Links: Windows 7, visualizing complexity, Cruz

October 30, 2008 ⋅ 2 Comments »

Ars Technica: First look at Windows 7’s User Interface

Looks like Windows 7 is going to have a bunch of interesting new task management features. (Of course, Microsoft has been pulling the ol’ bait-and-switch on things like since Memphis…we’ll see what actually ships.) The taskbar is getting a complete overhaul: thumbnails and “Jump Lists” look cool. Window management is changing as well; I especially like the ability to dock a window on one half of the screen.

Even if you’re not a Windows user, major new features like this will no doubt influence other platforms.

Engineering Windows 7: The Taskbar

Seeing the Ars article on Windows 7 reminded me about this post that I saw a while back. It sets the context for some of the new task management features. The most interesting part is seeing the statistics on what features of the taskbar are actually used, how many windows people typically have open, etc. This is a bit like the kind of data I’m hoping to collect with my tabbed browsing study.

Why Windows is less secure than Linux

This is brilliant. A graphical visualization of system calls in IIS/Windows vs. Apache/Linux. Full size images: IIS, Apache. (via Greg Wilson & Visual Complexity)

Cruz - A Social Browser for Mac OS X Leopard

Cruz is a new WebKit-based browser written by Todd Ditchendorf, the creator of Fluid. Some cool features: multi-pane browsing, a plugin API, Greasemonkey support, built-in TinyURL support. It’s only at 0.1 now, but I’ll be keeping my eye on this.


2 Comments:

  1. Anand - November 2, 2008:

    Yo, Cool links. Stats on Windows taskbar are interesting.

    Do you know what Cruz is using for their thumbing of URLs in their "enhanced google search"? We wanna do similar in BumpTop. I've seen WebThumb API (down atm) and Amazon's thumbs but you gotta pay a micro amt for each thumb so I'd assume its not that.

    Also, what did you think was so major about the Win 7 UI? I was underwhelmed, pretty incremental I thought. Auto-Window mgmt is a cool start though.

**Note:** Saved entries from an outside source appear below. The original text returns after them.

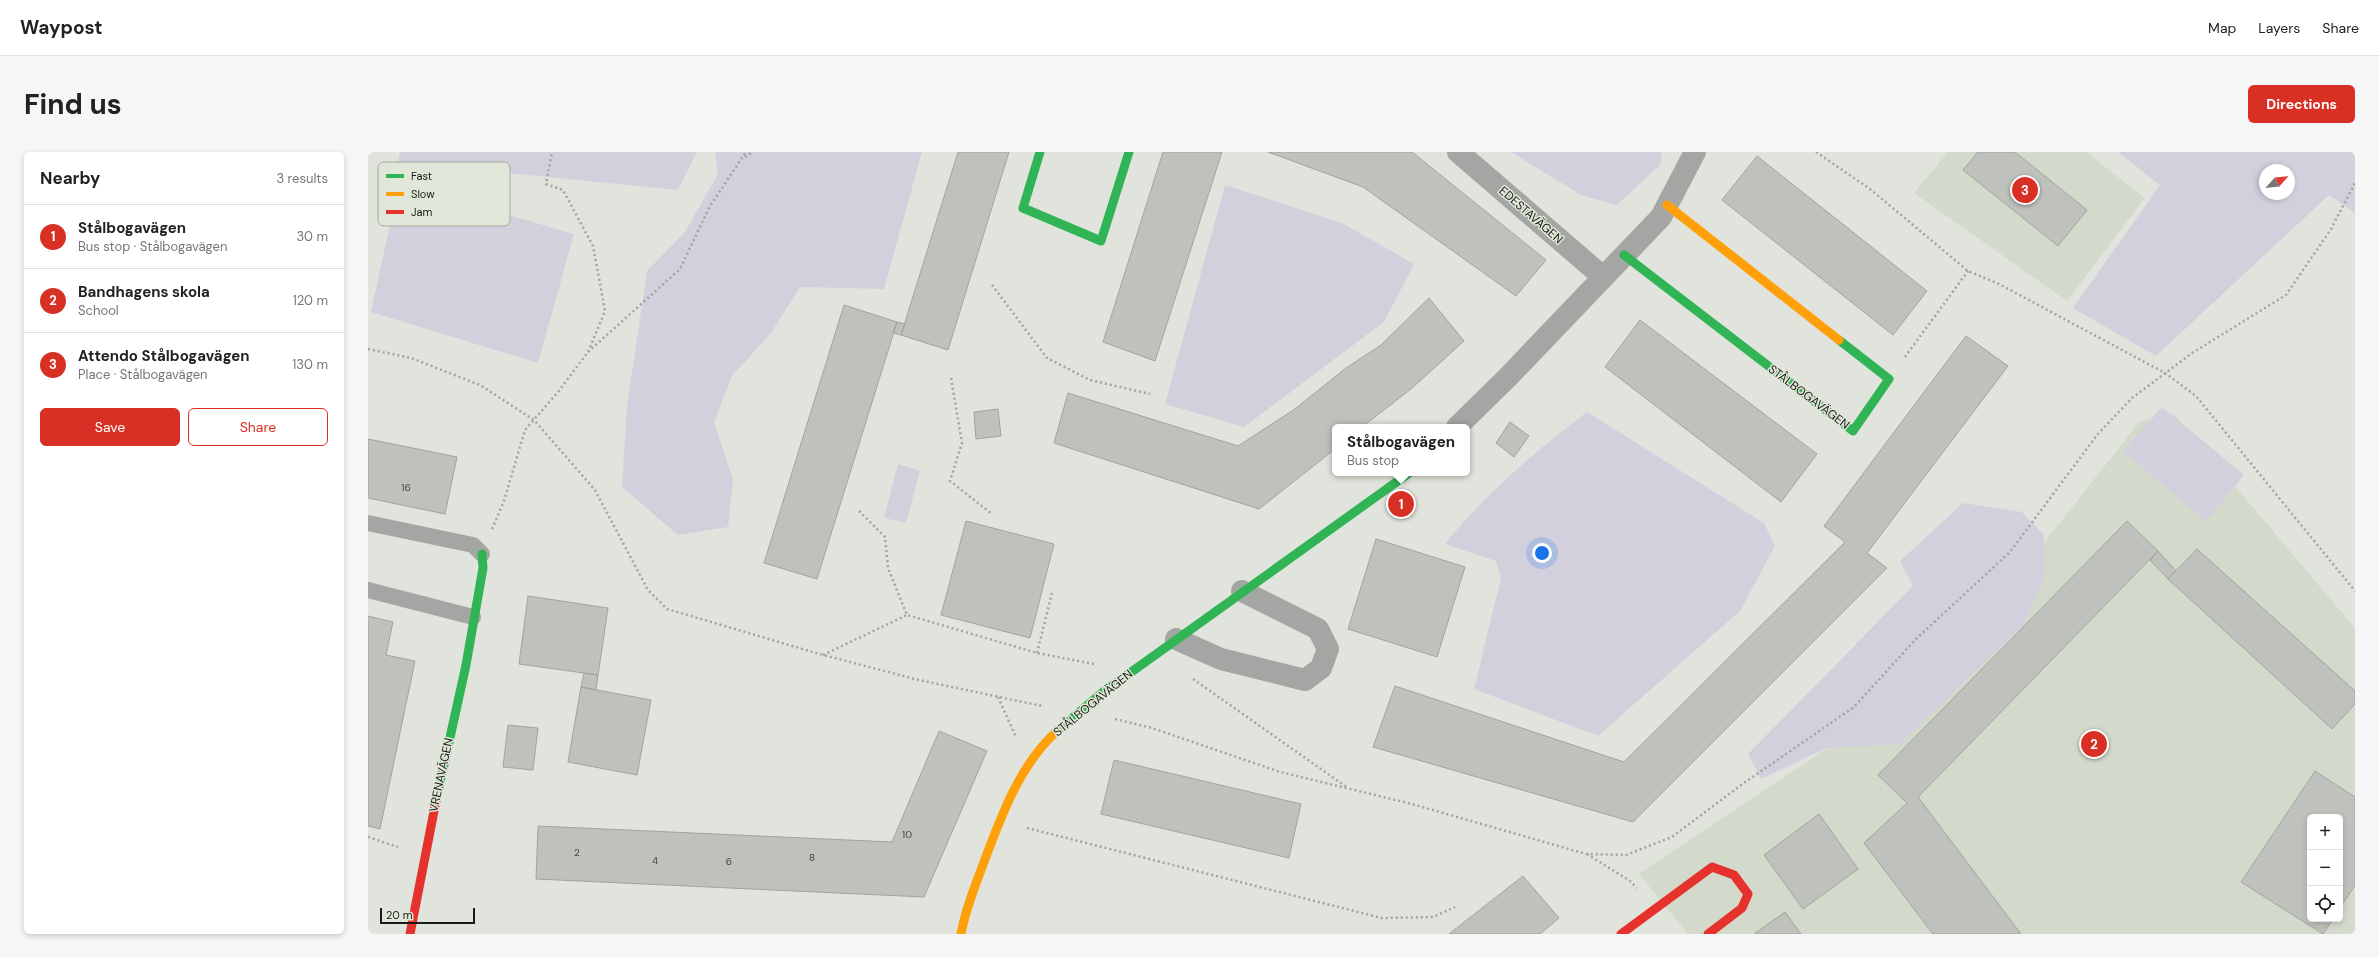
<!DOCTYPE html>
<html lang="en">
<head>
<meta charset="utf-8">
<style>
	body { margin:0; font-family:"DM Sans",sans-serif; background:#f6f6f6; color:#222 }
	.controls { position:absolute; right:12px; bottom:12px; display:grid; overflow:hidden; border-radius:6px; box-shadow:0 2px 6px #0003 }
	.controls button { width:36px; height:36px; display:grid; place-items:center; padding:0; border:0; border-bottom:1px solid #e0e0e0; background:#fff; color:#222; font:20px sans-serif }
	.compass { position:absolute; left:1891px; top:12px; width:36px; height:36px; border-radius:50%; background:#fff; box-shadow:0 2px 6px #0003; rotate:63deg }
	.scale { position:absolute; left:12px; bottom:10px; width:95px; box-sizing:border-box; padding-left:4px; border:2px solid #191b16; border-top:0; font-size:11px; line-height:14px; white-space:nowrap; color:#191b16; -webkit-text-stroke:3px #e1e7d8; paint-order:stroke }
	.you { position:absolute; left:1174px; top:401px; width:14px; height:14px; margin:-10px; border:3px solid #fff; border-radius:50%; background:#1a73e8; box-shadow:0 0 0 6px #1a73e833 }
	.badge { display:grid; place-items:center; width:26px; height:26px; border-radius:50%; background:#d93025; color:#fff; font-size:13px; font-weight:700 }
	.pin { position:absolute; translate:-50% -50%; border:2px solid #fff; box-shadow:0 1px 4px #0006 }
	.popup { position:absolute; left:964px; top:272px; width:138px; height:52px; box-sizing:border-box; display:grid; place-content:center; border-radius:6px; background:#fff; filter:drop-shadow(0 1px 3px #0005); font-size:13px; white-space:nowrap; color:#767676 }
	.popup b { font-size:15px; color:#222 }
	.popup::after { content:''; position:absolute; left:50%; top:100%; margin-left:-8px; border:8px solid transparent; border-top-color:#fff }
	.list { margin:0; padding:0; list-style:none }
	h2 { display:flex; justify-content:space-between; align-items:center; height:52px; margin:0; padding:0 16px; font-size:17px }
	h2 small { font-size:13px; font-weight:400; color:#767676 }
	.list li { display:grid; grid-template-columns:26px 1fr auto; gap:12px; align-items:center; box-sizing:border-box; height:64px; padding:0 16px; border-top:1px solid #e0e0e0 }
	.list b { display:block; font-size:15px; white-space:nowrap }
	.list p { margin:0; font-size:13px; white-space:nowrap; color:#767676 }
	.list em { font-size:13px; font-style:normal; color:#767676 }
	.actions { display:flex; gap:8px; padding:12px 16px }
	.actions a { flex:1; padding:9px 0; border:1px solid #d93025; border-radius:6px; text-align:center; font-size:14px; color:#d93025 }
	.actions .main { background:#d93025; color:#fff }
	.icon { flex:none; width:22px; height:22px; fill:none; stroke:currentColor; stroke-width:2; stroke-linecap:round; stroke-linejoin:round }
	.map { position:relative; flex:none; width:1987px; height:782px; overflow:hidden; border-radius:6px }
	header { display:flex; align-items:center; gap:24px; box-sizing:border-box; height:56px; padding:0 20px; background:#fff; border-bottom:1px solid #e0e0e0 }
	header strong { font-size:19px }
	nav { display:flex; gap:22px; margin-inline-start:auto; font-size:14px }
	.intro { display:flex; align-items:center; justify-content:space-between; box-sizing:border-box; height:96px; padding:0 24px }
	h1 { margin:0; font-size:28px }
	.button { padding:10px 18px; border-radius:6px; background:#d93025; color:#fff; font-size:14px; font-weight:700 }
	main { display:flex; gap:24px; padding:0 24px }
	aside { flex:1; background:#fff; border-radius:6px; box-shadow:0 2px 6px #0003 }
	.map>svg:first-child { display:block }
</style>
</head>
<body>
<header>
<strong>Waypost</strong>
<nav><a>Map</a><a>Layers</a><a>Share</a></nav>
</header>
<div class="intro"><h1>Find us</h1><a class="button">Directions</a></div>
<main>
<aside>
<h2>Nearby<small>3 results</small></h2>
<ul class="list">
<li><span class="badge">1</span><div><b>Stålbogavägen</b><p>Bus stop · Stålbogavägen</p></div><em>30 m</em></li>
<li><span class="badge">2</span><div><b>Bandhagens skola</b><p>School</p></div><em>120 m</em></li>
<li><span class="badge">3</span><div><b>Attendo Stålbogavägen</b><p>Place · Stålbogavägen</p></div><em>130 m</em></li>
</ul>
<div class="actions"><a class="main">Save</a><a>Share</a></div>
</aside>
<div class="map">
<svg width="1987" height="782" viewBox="0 0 1987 782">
	<rect width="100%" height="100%" fill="#e0e4dc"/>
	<path fill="#d4dacb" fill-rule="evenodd" d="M 1580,0 L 1718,0 L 1777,46 L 1699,149 L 1546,41 Z
		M 1806,262 L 1987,476 L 1987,782 L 1320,782 L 1271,722 L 1575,519 L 1772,269 ZM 1942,665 L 1972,665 L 1972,767 L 1942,767 Z"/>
	<path fill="#d3d0de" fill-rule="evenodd" d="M 32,0 L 329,0 L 310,38 L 30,10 Z
		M 347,0 L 554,0 L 516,137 L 432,135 L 403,181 L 364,224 L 346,270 L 365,328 L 360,375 L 310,383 L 254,335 L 259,254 L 279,119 L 317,80 L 350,22 Z
		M 1143,0 L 1294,0 L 1292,13 L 1249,53 L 1213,43 Z
		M 1750,0 L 1987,0 L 1987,61 L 1961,43 L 1788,204 L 1705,156 L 1792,33 ZM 1897,18 L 1921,18 L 1921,42 L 1897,42 Z
		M 31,31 L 206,82 L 170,211 L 3,160 Z
		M 857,33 L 974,71 L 1046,112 L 1016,170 L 876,275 L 797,252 Z
		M 1794,255 L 1876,323 L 1838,369 L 1755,299 Z
		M 1219,260 L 1396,371 L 1407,394 L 1372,459 L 1230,584 L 1106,537 L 1133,426 L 1128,409 L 1077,392 C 1114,345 1171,296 1219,260 Z
		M 530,312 L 552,319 L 538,371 L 516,366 Z
		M 1595,351 L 1654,360 L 1676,383 L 1676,425 L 1656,472 L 1532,592 L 1458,596 L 1393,627 L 1380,602 L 1545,434 L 1532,409 Z"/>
	<path fill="#bfc2bc" stroke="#a1a49d" d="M 590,0 L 641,0 L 580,198 L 533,183 Z
		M 795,0 L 854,0 L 787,209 L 735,190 Z
		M 900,0 L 1044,0 L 1178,108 L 1148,144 L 995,35 Z
		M 1610,0 L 1647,0 L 1719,58 L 1690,94 L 1595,18 Z
		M 1389,4 L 1559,139 L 1525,183 L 1354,48 Z
		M 1061,146 L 1096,189 L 1043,237 L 994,275 L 967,275 L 967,297 L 891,357 L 686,291 L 700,241 L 870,294 L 927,257 L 978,216 L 1013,193 Z
		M 476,153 L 529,170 L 449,427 L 396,411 Z
		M 1272,168 L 1449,302 L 1413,350 L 1237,215 Z
		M 529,170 L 537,172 L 533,183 L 525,181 Z
		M 1598,184 L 1640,214 L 1499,401 L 1519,416 L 1265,670 L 1005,595 L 1027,534 L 1256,610 L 1477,390 L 1456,374 Z
		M 630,257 L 633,284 L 608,287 L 606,260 Z
		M 1142,270 L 1161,284 L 1146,305 L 1128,291 Z
		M 0,287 L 89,305 L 77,362 L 0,346 Z
		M 598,369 L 686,392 L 662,486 L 573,463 Z
		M 1759,369 L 1790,399 L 1550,645 L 1653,782 L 1565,782 L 1496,691 L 1539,651 L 1510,623 Z
		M 1008,387 L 1097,415 L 1069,505 L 980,477 Z
		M 1829,397 L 1987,539 L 1987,552 L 1964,577 L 1800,427 Z
		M 1790,399 L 1808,419 L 1800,427 L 1782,408 Z
		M 160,444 L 240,456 L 230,523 L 151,512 Z
		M 0,464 L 25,470 L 18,503 L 47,509 L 12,677 L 0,674 Z
		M 216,521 L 230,523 L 228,538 L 213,535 Z
		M 213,535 L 283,548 L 269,623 L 200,610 Z
		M 140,573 L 170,576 L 165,618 L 135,615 Z
		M 571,579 L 619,599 L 556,745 L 168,727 L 170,674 L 524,690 Z
		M 746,608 L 933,652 L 921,706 L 733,662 Z
		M 1947,619 L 1987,645 L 1987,733 L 1972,756 L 1972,665 L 1942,665 L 1942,767 L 1965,767 L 1955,782 L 1873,730 Z
		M 1451,662 L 1490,717 L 1435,757 L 1396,703 Z
		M 1155,724 L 1191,766 L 1172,782 L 1081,782 Z
		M 1417,760 L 1433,782 L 1386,782 Z"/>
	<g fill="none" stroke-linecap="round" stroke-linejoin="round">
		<path stroke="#a2a3a0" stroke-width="2.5" stroke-dasharray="2 3" stroke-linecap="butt" d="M 1448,0 L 1502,37 L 1600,119 L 1631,132 L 1797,221 L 1828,244 L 1987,439
			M 377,5 L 385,0
			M 624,133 L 679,206 L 722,228 L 782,242
			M 0,197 L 43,206 L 112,233 L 166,268 L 227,338 L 280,438 L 299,457 L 455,503 L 551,528 L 674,554
			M 220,200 L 312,117 L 342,54 L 378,0
			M 1537,205 L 1600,119
			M 583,226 L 594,291 L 582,329 L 624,362
			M 491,359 L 517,385 L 520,416 L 539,463 L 669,501 L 726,512
			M 124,377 L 136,349 L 157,278 L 190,240 L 220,200 L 237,159 L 225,94 L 195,38 L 178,32 L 184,0
			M 669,501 L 684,441
			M 455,503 L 539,463
			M 825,527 L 980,636
			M 630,545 L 648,585
			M 747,567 L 784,576 L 912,620 L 1044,652 L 1218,702 L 1258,703 L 1304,685 L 1373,633 L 1486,555 L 1548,487 L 1642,400 L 1729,283 L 1764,246 L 1824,201 L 1918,143 L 1963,77 L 1987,31
			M 659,676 L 1014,766 L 1065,765 L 1087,755
			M 0,685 L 30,695
			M 1219,702 L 1262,729 L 1269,736"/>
		<path stroke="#a4a6a3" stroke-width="16" d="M 0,371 L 105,393 L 114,402
			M 0,438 L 105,465"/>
		<path stroke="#a4a6a3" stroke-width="22" d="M 1090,0 L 1235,125
			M 1089,275 L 1140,225 L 1293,65 L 1327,0
			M 808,487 L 853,507 L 937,528 L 953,516 L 960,497 L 950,477 L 874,439"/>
		<path stroke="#30b455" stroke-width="9" d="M 672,0 L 655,56 L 733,89 L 761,0
			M 1256,103 L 1485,279 L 1521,227 L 1471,188
			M 689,579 L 734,541 L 1041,321
			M 68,649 L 98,513 L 115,416 L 114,402"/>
		<path stroke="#ff9f0a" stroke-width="9" d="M 1299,53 L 1471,188
			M 593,782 C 597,760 605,739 613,718 C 631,670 650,614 689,579"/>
		<path stroke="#e5322d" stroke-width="9" d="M 42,782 L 68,649
			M 1253,782 L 1344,715 L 1366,723 L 1380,742 L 1374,756 L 1340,782"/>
	</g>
	<g text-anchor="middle" stroke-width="3" stroke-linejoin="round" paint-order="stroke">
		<g font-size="10" fill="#424540">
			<text x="38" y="339">16</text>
			<text x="539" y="686">10</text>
			<text x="209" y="704">2</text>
			<text x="444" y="709">8</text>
			<text x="287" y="712">4</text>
			<text x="361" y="713">6</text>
		</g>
		<g font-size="12" fill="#191b16" stroke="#e1e7d8">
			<text transform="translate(1163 63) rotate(41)" y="4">EDESTAVÄGEN</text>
			<text transform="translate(1441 245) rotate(37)" y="4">STÅLBOGAVÄGEN</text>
			<text transform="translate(725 551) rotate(-39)" y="4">STÅLBOGAVÄGEN</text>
			<text transform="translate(73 623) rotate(-78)" y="4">VRENAVÄGEN</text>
		</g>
	</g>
	<rect x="10" y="10" width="132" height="64" rx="6" fill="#e1e7d8" stroke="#a5aa9e" stroke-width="1"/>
	<rect x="18" y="22" width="18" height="4" fill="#30b455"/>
	<rect x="18" y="40" width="18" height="4" fill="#ff9f0a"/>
	<rect x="18" y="58" width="18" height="4" fill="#e5322d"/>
	<g font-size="11" fill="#191b16">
		<text x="43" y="28">Fast</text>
		<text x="43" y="46">Slow</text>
		<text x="43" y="64">Jam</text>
	</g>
</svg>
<div class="controls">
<button>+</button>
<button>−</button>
<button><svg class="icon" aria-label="locate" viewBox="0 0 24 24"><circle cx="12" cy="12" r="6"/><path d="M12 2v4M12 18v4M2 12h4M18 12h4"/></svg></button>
</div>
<svg class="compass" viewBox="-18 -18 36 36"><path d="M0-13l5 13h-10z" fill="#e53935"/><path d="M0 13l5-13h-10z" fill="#767676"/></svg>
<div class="scale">20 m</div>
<div class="you"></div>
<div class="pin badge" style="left:1033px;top:352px">1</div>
<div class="popup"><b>Stålbogavägen</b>Bus stop</div>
<div class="pin badge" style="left:1726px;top:592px">2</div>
<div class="pin badge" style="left:1657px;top:38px">3</div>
</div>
</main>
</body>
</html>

  2. Patrick - November 2, 2008:

    No idea what they're using for their thumbnails. Maybe they are just prefetching and snapshotting off-screen?

    The two-step window switching is a pretty big change. No more text on the taskbar -- you click on your app icon, then choose from one of the thumbnails.

    Jump lists look cool (right click on the icon, and get a list of frequent and recent docs opened by that app). Although, I'm curious how well that would work in practice.

    Adjusting the window size snapping seems like a useful feature; not that major I guess though.